A legislação define três graus na carreira: Dentista Assistente, Dentista Consultor e Dentista Consultor Sénior. O início da carreira tem lugar no grau de Dentista Assistente (nível generalista), sendo que a progressão na carreira depende da obtenção de uma certificação de especialista, idealmente em saúde oral pública ou em medicina dentária hospitalar.

A admissão ao grau de Dentista Consultor requer seis anos de exercício ativo como Dentista Assistente ou a posse de certificação de especialista. Para o grau de Dentista Consultor Sénior, os requisitos são quatro anos de exercício ativo como Dentista Consultor e certificação de especialista, de preferência em saúde oral pública ou medicina dentária hospitalar.

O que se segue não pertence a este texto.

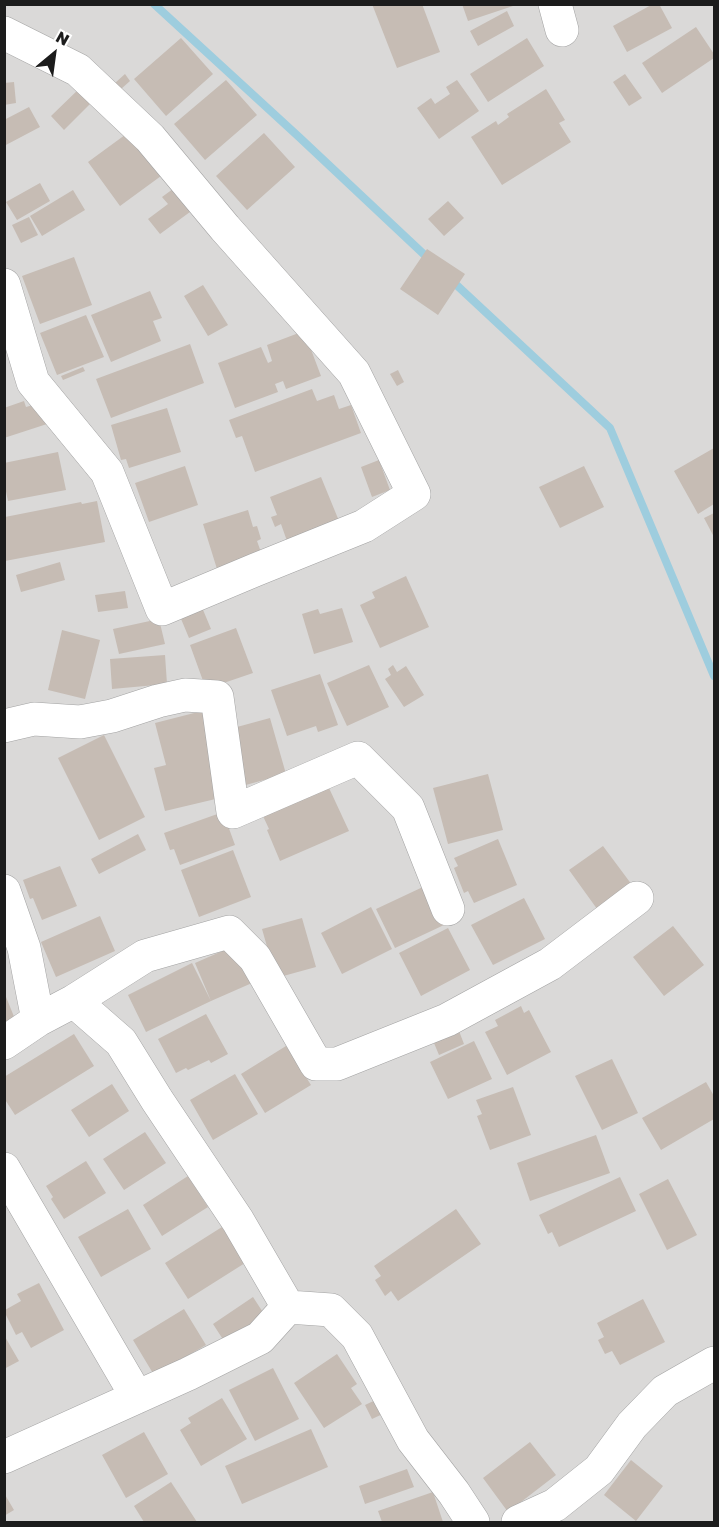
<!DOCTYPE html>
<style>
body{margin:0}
#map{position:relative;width:719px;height:1527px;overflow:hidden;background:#eeeae0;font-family:"Golos Text",sans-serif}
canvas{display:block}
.frame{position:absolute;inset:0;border:6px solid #1c1c1c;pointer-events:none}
.north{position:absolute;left:24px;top:24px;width:60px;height:60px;-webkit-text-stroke:4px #fff;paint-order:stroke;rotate:29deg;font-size:16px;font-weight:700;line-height:24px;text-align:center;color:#1c1c1c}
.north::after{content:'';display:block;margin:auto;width:21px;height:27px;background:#1c1c1c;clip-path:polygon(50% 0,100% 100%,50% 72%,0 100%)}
</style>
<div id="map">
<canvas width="719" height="1527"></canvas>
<div class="frame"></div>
<div class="north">N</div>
</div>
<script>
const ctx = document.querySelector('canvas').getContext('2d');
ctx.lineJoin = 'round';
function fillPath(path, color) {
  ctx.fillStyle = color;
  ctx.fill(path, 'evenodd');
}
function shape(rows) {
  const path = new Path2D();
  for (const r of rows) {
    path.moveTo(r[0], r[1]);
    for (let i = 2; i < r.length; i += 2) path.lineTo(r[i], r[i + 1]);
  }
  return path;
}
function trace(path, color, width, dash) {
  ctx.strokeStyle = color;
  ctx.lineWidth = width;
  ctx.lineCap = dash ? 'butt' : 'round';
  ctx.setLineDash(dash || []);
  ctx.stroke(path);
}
fillPath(shape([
 [5,5,714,5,714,1522,5,1522]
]), '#dad9d8');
trace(shape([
 [154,4,299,137,431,261],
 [449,278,610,428,714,676]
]), '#9ecdde', 8);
fillPath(shape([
 [372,4,422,4,440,52,397,68],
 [462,4,516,4,516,5,468,21],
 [653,4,659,4,672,28,627,52,613,26],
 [507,11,514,26,478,46,470,31],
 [696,27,714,54,714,58,662,93,642,63],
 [181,38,213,74,166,116,134,79],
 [527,38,544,66,488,102,470,74],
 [125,74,130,81,121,89,115,83],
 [625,74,642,98,629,106,613,82],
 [226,80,257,115,205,160,174,124],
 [457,80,479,111,439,139,417,108,431,98,435,104,450,94,446,87],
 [14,82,16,103,4,105,4,83],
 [82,86,95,99,64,130,51,116],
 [546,89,565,120,559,123,571,142,502,185,471,137,496,121,498,125,509,117,507,114],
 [29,107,40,127,4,146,4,120],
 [129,132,161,176,120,206,88,162],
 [264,133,295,167,247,210,216,176],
 [40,183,50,201,17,220,6,202],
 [177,186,194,209,160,234,148,219,168,204,162,197],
 [73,190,85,210,42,236,30,216],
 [448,201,464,218,444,236,428,219],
 [29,217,38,235,21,243,12,225],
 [427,249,465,274,438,315,400,289],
 [74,257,92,305,40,324,22,276],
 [203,285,228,325,208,336,184,296],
 [150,291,162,318,153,321,161,341,111,362,91,315],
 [86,315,104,357,57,375,40,333],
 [304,331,321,376,286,389,283,381,275,384,278,392,235,408,218,363,261,347,268,363,272,361,267,345],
 [190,344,204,383,111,418,96,379],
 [83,367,85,371,63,380,61,376],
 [398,370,404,382,397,386,390,374],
 [312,389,317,401,334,395,339,409,351,405,361,433,255,472,242,436,236,438,229,420],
 [24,401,26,407,40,403,47,424,4,438,4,408],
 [167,408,181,452,129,468,126,459,121,460,111,425],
 [714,448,714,504,698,514,674,471],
 [58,452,66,490,8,501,4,482,4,463],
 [379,460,390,490,372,497,361,467],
 [185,466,198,505,149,522,135,483],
 [584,466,604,507,560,528,539,487],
 [321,477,339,521,287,541,281,524,275,527,271,517,277,515,270,497],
 [97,501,105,542,5,561,5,517,81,502,82,504],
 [248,510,253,527,257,526,261,539,257,541,262,555,217,569,203,524],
 [714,513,714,537,704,518],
 [60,562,65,580,21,592,16,575],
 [406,576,429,627,380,648,360,605,375,598,372,592],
 [125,591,128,608,98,612,95,595],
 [201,605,211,629,189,638,179,614],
 [342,608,353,642,314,654,302,614,318,609,320,614],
 [159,619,165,644,119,654,113,629],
 [236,628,253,673,206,689,190,645],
 [62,630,100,640,85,699,48,690],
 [165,655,167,684,112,689,110,659],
 [369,665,389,707,347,726,327,683],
 [393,665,397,672,406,666,424,695,404,707,385,679,391,675,388,669],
 [320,674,338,725,318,732,316,726,287,736,271,690],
 [202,711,224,797,165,811,154,768,166,765,155,723],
 [270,718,286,774,242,786,226,730],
 [104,735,145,817,99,840,58,758],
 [488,774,503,830,448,844,433,788],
 [329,788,349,831,280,861,267,830,269,829,263,816],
 [223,812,235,845,180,865,174,849,170,850,164,833],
 [138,834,146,850,99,874,91,859],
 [498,839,517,885,474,903,468,891,464,893,454,868,458,866,454,858],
 [603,846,635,889,600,913,569,870],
 [233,850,251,897,199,917,181,870],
 [60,866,77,906,42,920,33,898,30,899,23,880],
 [425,886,444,925,395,948,376,909],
 [524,898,545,939,493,965,471,925],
 [371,907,392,949,342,974,321,933],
 [100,916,115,951,56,977,41,942],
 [302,918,316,967,276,978,262,929],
 [673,926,704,965,664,996,633,957],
 [448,928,470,970,421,996,399,953],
 [236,945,252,983,211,1001,195,963],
 [192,963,211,1001,146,1032,128,995],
 [4,992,17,1024,4,1029],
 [521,1006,524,1013,529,1010,551,1052,507,1075,485,1032,498,1026,495,1020],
 [206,1014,228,1054,211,1063,209,1060,188,1070,186,1068,176,1073,158,1039],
 [459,1031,464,1044,439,1055,434,1043],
 [74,1034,94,1066,15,1115,4,1098,4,1077],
 [474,1041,492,1079,448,1099,430,1062],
 [286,1046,311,1085,265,1113,241,1074],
 [612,1059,638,1113,602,1130,575,1076],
 [235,1074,258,1114,213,1140,190,1100],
 [706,1082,714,1096,714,1119,661,1150,642,1118],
 [112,1084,129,1111,89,1137,71,1110],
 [513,1087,531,1135,490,1150,477,1116,482,1114,476,1100],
 [145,1132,166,1163,124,1190,103,1159],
 [596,1135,610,1173,530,1201,517,1163],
 [86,1161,106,1193,64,1219,51,1199,53,1197,46,1186],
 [188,1176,208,1207,162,1236,143,1205],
 [620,1177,636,1211,559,1247,552,1232,548,1234,539,1215],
 [668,1179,697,1235,667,1250,639,1194],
 [128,1209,151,1249,101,1277,78,1237],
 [456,1209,481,1244,398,1301,391,1291,385,1296,375,1280,381,1276,374,1266],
 [222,1227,245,1263,188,1299,165,1263],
 [39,1283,64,1330,31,1348,22,1332,16,1335,5,1313,5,1310,21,1301,17,1294],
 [253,1297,266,1317,226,1344,213,1324],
 [643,1299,665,1342,620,1365,612,1351,605,1354,598,1340,604,1337,597,1323],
 [184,1309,206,1345,154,1375,133,1340],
 [4,1335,19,1361,4,1369],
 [337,1354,357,1384,351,1388,362,1404,324,1428,294,1383],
 [273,1368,299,1419,255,1441,229,1390],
 [384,1396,391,1410,372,1419,365,1405],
 [222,1398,247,1439,201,1466,180,1430,191,1423,188,1418],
 [311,1429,328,1467,242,1504,225,1466],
 [144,1432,168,1474,126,1498,102,1455],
 [530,1442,556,1475,508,1512,483,1478],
 [631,1460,663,1486,636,1521,604,1495],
 [407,1469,414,1487,365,1504,359,1486],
 [171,1482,197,1522,144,1522,134,1506],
 [433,1492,443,1522,382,1522,378,1511],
 [4,1493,14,1510,4,1516]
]), '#c6bcb4');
const minor = shape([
 [555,4,562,30],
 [4,33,78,70,150,138,225,228,354,373,414,494,364,526,255,570,162,609,107,472,33,382,4,285],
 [4,726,34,719,80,722,112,716,158,701,185,695,217,697,233,812,358,758,408,808,448,909],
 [4,891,24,948,38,1020,4,1043],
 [74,1001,145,956,229,932,255,958,316,1064,337,1064,447,1020,550,964,637,898],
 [38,1020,74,1001,121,1042,157,1100,238,1221,288,1307,331,1310,357,1336,413,1440,454,1493,473,1522],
 [4,1169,137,1397],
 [4,1457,188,1374,260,1338,288,1307],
 [518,1522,555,1505,599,1470,632,1425,665,1391,714,1363]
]);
trace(minor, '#a3a3a3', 34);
trace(minor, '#fff', 33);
</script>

A legislação, promulgada na semana passada pelo Presidente da República na sequência da aprovação unânime pela Assembleia da República, estipula que estes profissionais serão integrados nos serviços de saúde oral das Unidades Locais de Saúde (ULS).

Devido à ausência de uma carreira específica, a maioria dos cerca de 150 dentistas que trabalham no setor público tem sido contratada pelas Unidades Locais de Saúde (ULS) como prestadores de serviços independentes. Por sua vez, os restantes estão enquadrados em categorias de carreira gerais, como a de técnico superior.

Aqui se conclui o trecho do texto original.